Al Arabiya with Agencies -
Ahead of next month's elections in the Islamic republic, Iran held
two sets of talks on Wednesday aimed at easing tensions over its nuclear
program in Vienna and Istanbul.The U.N. atomic agency, the IAEA, in Vienna pressed Iranian officials to grant access to sites, documents and scientists involved in Tehran's alleged efforts to develop atomic weapons.
Separate but linked Wednesday evening talks in Istanbul will see EU foreign policy head Catherine Ashton meet Iran's chief nuclear negotiator Saeed Jalili for the first time since fruitless six-party negotiations in Kazakhstan in April.
The International Atomic Energy Agency says that there is "overall, credible" evidence that until 2003, and possibly since, Iranian scientists conducted research into developing the bomb.

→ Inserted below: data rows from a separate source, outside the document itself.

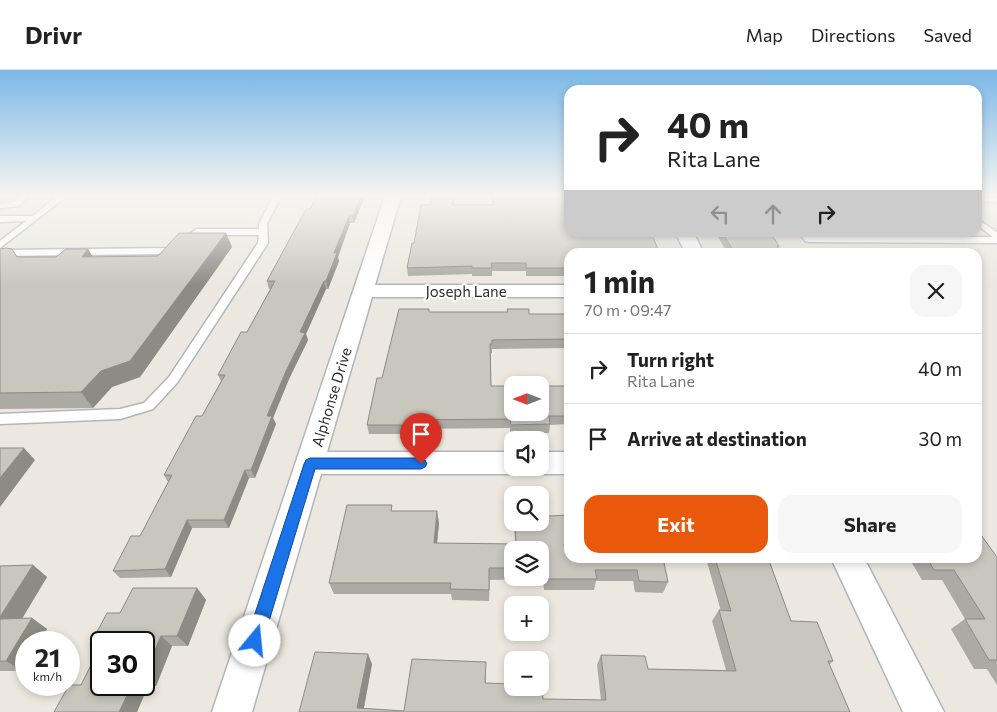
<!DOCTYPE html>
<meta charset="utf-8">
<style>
:root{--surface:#fff;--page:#f6f6f6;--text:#222;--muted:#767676;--line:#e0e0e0;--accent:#ea580c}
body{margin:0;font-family:Commissioner,sans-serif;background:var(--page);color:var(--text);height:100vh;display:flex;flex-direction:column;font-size:19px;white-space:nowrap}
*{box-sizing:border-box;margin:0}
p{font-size:16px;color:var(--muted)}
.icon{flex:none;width:28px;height:28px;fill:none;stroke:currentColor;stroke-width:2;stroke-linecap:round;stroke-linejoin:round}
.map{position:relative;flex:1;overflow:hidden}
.sheet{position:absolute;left:564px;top:178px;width:418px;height:315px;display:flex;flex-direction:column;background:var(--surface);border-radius:15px;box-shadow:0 2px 8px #0003}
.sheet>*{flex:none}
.guide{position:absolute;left:564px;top:15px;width:418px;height:152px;border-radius:15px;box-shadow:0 2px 8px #0003;background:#fff;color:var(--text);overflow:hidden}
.needle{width:32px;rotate:270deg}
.buttons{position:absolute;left:504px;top:306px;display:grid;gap:10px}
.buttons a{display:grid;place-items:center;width:45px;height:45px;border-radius:10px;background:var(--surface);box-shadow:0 2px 8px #0003;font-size:25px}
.speed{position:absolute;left:15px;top:561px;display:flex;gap:10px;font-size:25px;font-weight:700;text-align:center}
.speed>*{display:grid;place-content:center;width:65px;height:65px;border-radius:50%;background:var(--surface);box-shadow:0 2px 8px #0003;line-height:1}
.speed small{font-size:12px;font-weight:400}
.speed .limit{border:2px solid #111;border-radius:8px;background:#fff;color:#111}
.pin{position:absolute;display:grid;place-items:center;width:42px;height:42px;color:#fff;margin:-51px -21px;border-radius:50% 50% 50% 0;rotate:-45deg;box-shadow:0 0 5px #0007}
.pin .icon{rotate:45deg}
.me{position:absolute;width:55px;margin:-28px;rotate:17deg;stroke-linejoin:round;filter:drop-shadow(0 0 4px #0008)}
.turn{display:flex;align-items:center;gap:18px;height:105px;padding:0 20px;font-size:22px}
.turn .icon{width:65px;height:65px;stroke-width:2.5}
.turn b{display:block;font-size:35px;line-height:42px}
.lanes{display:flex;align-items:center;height:48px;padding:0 20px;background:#0003;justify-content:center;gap:25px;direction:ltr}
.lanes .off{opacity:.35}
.round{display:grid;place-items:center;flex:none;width:52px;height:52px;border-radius:15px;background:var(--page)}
.summary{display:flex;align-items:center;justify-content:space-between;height:85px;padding:0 20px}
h1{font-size:30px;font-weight:700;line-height:38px}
.primary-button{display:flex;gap:10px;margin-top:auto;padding:10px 20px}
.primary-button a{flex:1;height:58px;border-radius:15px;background:var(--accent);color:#fff;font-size:20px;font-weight:700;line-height:58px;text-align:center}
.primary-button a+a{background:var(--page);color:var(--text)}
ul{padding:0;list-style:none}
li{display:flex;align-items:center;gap:15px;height:70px;padding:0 20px;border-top:1px solid var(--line)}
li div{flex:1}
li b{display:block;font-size:19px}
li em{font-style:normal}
header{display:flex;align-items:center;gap:30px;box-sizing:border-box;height:70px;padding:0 25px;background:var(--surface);border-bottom:1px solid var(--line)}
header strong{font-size:24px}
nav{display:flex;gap:28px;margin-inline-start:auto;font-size:18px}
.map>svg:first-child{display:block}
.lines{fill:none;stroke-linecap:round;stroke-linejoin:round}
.lane-casing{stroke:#b2b4be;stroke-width:3}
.street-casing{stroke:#b2b4be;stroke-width:3}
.lane{fill:#fff;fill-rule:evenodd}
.street{fill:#fff;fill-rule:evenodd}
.wall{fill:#acaaa3;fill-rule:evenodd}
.shaded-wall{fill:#8c8b84}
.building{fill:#c8c6bd;stroke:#8c8b84}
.route{fill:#1a73e8;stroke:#114b97}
.labels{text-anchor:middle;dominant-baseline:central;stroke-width:4.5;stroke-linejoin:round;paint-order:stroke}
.street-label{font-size:15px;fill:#2c2c2c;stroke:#fff}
</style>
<header>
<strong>Drivr</strong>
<nav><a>Map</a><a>Directions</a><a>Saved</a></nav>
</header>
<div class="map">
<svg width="997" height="642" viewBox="0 0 997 642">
<rect width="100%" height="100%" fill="#ece8df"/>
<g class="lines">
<g class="lane-casing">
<path id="lane" d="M20,126H30L19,136L0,138V134L14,132Z
M57,126H67L0,178V171L26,151L0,152V146H33Z
M273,126H281L267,154L268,173L177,313L153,339L120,349L0,354V344L120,339L144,333L169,307L258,173L259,165H199L169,184L0,186V180L167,178L197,159H259V154Z
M976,127L997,128V132L976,131Z
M976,148L997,162V173L808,172L805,171L799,162H808L811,166L993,167L976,154Z"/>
</g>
<g class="street-casing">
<path id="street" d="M385,126H401L375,215H569V227H372L327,382H512V398H524L522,401L512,404H321L252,642H212Z
M675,162H693L703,182H685Z
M540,382H569V404H540L530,401L528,398H540Z
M831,488H864L944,642H903Z"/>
</g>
<use href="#lane" class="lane"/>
<use href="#street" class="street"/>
</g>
<path class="wall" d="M317,126H365L354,153H350L338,187L339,191L328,219H326L306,264L308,270L289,309L273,348L276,354L255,408H249L229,458H192L171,507L120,508L113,501L140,466L168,412L164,405L202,346L221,311L218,305L247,262L271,219H269L267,211Z
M432,126H455L454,135L569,182V206H526V201H492V206H472V204L408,206L407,198L414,173L430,135Z
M715,162H770L779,176L778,178L782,182H727Z
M226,163L232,177L140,307L112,317L93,338L0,339V179L17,187H56L88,179L92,187L158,186Z
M429,239V242L529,244H569V278L492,279V283H491V316H569V354L550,355L549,363H510V358L409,359V364H369L367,355L382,308Z
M394,441L439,453L437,473L515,474L514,452H540L548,446L663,488L668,512L663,523L635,522L633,511H596L594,520H544L543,509L490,510L489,531L452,530L451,524H334L329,513ZM512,480H540V508H512Z
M997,487V615L987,599H974L951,559L965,549L942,510H922L909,488Z
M702,488H797L793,492H770L791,551L833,591L829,595L850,642H299L372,594L364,638L404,641L486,602V613L543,629L601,630L597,595L601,585L648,599L726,600L712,551L719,540L721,541L707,492H703Z
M33,495L47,507L22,549L32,548L47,559L23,601H0V496Z
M197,518L206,530L188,576H172L156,616H148L137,642H54L81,615L99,581L90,575L120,543ZM144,572V615H101Z"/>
<path class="shaded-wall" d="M361,126H365L354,153L353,146Z
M454,126H455L453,142L452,135Z
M349,146L350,153L338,187L339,191L328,219L326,211L334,183Z
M226,163L232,177L140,307L112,317L93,338L81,322Z
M88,179L97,194L82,187Z
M324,211L326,219L306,264L308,270L289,309L273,348L276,354L255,408L251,400L267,346L300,262Z
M408,350L409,359V364L407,355Z
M24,378L35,390L0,437V408Z
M245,400L249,408L229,458L224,450Z
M437,441L439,453L436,484L434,473Z
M187,450L192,458L171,507L165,499Z
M33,495L47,507L15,560L0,550V547Z
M197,518L206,530L188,576L177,566Z
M32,548L47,559L39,572H26V595L23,601L6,591Z
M161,566L172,576L156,616L144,606Z
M368,584L372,594L363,642L357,638Z
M144,613L148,616L137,642H119L132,615H144Z"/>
<path class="building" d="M317,126H361L353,146H349L334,183H337L326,211H324L300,262L305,263L286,301L267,346H272L251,400H245L224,450H187L165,499L113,501L131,466H140L172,405H164L196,346H202L225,305H218L241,262H247L275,211H267L306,139H310Z
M432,126H454L452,135H493L492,126H569V162H651L659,182H569V198H526V193H491L492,198H472V196L407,198L412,173H414L421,135H430Z
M722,162H770L779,176H777L782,182H734Z
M179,163H226L130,291L101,301L81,322L0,323V179L6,178L12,179L17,187H56L66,179H88L82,187L158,186Z
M399,239H429V242H508L507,239H529V244H569V269L492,270V274H490L491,316H512V342H540V316H569V346H549L550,354L511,355L510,349L408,350L407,355H367L377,308H382Z
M0,378H24L0,408Z
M347,435H392L391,441H437L434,473L516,474L515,452H540V435H547L548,446L569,445V488H663L668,512L639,511L637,500H595L597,509H546L544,498H540V480H512V498H489V520L450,519L451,513H329Z
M976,458L997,487V590H989L965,549H985L954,500H934L927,488H976Z
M715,488H768L791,551L817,552L833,591H828L850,642H299L315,582L368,584L357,638L404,641L412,589L486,592L485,613L512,614V618H540V614H542L543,629L606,630L601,585L645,586L648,599L736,601L719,540L731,541Z
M33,495L0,547V496Z
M133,518H197L177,566H161L144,606V572H101V575H90L107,543H120Z
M32,548L6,591H0V549Z
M101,575V615H132L119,642H54L69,615H81Z"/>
<linearGradient id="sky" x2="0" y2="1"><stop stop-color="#7bb8e8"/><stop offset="0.58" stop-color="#f6f5f1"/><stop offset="1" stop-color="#f6f5f1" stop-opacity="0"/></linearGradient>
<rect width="997" height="216" fill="url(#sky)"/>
<path class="route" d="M310,388H421L425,390L427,394L425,397L421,399H315L263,571L261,577L255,579L249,577L246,571L304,394L306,390Z"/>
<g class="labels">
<g class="street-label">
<text x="466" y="221">Joseph Lane</text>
<text transform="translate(331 327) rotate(-73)">Alphonse Drive</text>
</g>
</g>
</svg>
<div class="buttons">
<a><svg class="needle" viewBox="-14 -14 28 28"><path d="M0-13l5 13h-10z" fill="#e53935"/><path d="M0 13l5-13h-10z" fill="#767676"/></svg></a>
<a><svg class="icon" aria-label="sound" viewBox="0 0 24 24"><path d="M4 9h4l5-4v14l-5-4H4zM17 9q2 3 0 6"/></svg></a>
<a><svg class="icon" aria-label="search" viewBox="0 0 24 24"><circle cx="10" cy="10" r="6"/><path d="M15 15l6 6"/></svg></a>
<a><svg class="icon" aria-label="layers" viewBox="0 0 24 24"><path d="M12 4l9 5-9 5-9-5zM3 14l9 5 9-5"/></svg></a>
<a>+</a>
<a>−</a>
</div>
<div class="speed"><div>21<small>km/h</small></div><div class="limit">30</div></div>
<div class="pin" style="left:421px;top:394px;background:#d93025"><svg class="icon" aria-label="arrive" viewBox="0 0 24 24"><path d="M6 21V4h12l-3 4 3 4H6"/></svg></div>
<svg class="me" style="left:255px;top:571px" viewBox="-20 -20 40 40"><circle r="19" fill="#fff"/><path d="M0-13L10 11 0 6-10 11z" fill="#1a73e8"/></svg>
<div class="guide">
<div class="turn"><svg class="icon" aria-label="right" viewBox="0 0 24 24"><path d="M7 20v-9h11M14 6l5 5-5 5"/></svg><div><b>40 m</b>Rita Lane</div></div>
<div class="lanes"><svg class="icon off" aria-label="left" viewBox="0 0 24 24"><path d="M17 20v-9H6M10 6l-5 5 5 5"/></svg><svg class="icon off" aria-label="ahead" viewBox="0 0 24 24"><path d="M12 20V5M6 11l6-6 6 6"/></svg><svg class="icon" aria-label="right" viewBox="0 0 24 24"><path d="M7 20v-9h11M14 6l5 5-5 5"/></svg></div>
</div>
<section class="sheet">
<div class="summary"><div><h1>1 min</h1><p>70 m · 09:47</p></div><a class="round"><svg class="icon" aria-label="close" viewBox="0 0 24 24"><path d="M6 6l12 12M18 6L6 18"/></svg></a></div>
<ul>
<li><svg class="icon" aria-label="right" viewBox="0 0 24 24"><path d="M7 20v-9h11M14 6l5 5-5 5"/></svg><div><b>Turn right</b><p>Rita Lane</p></div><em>40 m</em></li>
<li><svg class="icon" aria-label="arrive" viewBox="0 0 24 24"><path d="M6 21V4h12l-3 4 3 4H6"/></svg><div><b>Arrive at destination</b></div><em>30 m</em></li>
</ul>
<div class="primary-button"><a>Exit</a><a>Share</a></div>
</section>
</div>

Iran says the IAEA's findings are based on faulty intelligence from foreign spy agencies such as the U.S. CIA and Israel's Mossad -- intelligence it complains it has not even been allowed to see.
Nine rounds of talks since the publication of a major IAEA report in November 2011 have produced no breakthrough.
"As you know differences remain, but we are committed to dialogue and we are determined to solve these issues," IAEA chief inspector Herman Nackaerts told reporters as he went into the talks at Iran's embassy in the Austrian capital, according to AFP.
"We will be working hard today to resolve the differences."
Parallel diplomatic efforts meanwhile between Iran and six major powers -- the U.S., China, Russia, Britain, France and Germany -- are focused more on Iran's current activities, most notably uranium enrichment.
Enriched uranium is at the heart of the international community's concerns since it can be used not only for peaceful purposes such as power generation but also -- when highly purified -- in a nuclear bomb.
The latest round with the "P5+1" in Almaty, Kazakhstan in early April ended with lead negotiator Ashton saying the two sides remained "far apart" despite the P5+1 having sweetened an earlier offer.
According to Reuters, the European Union's top diplomat Catherine Ashton will meet Iran's Jalili - also now a presidential candidate in Istanbul - to discuss a broader diplomatic effort bid to resolve a row that could ignite war in the Middle East.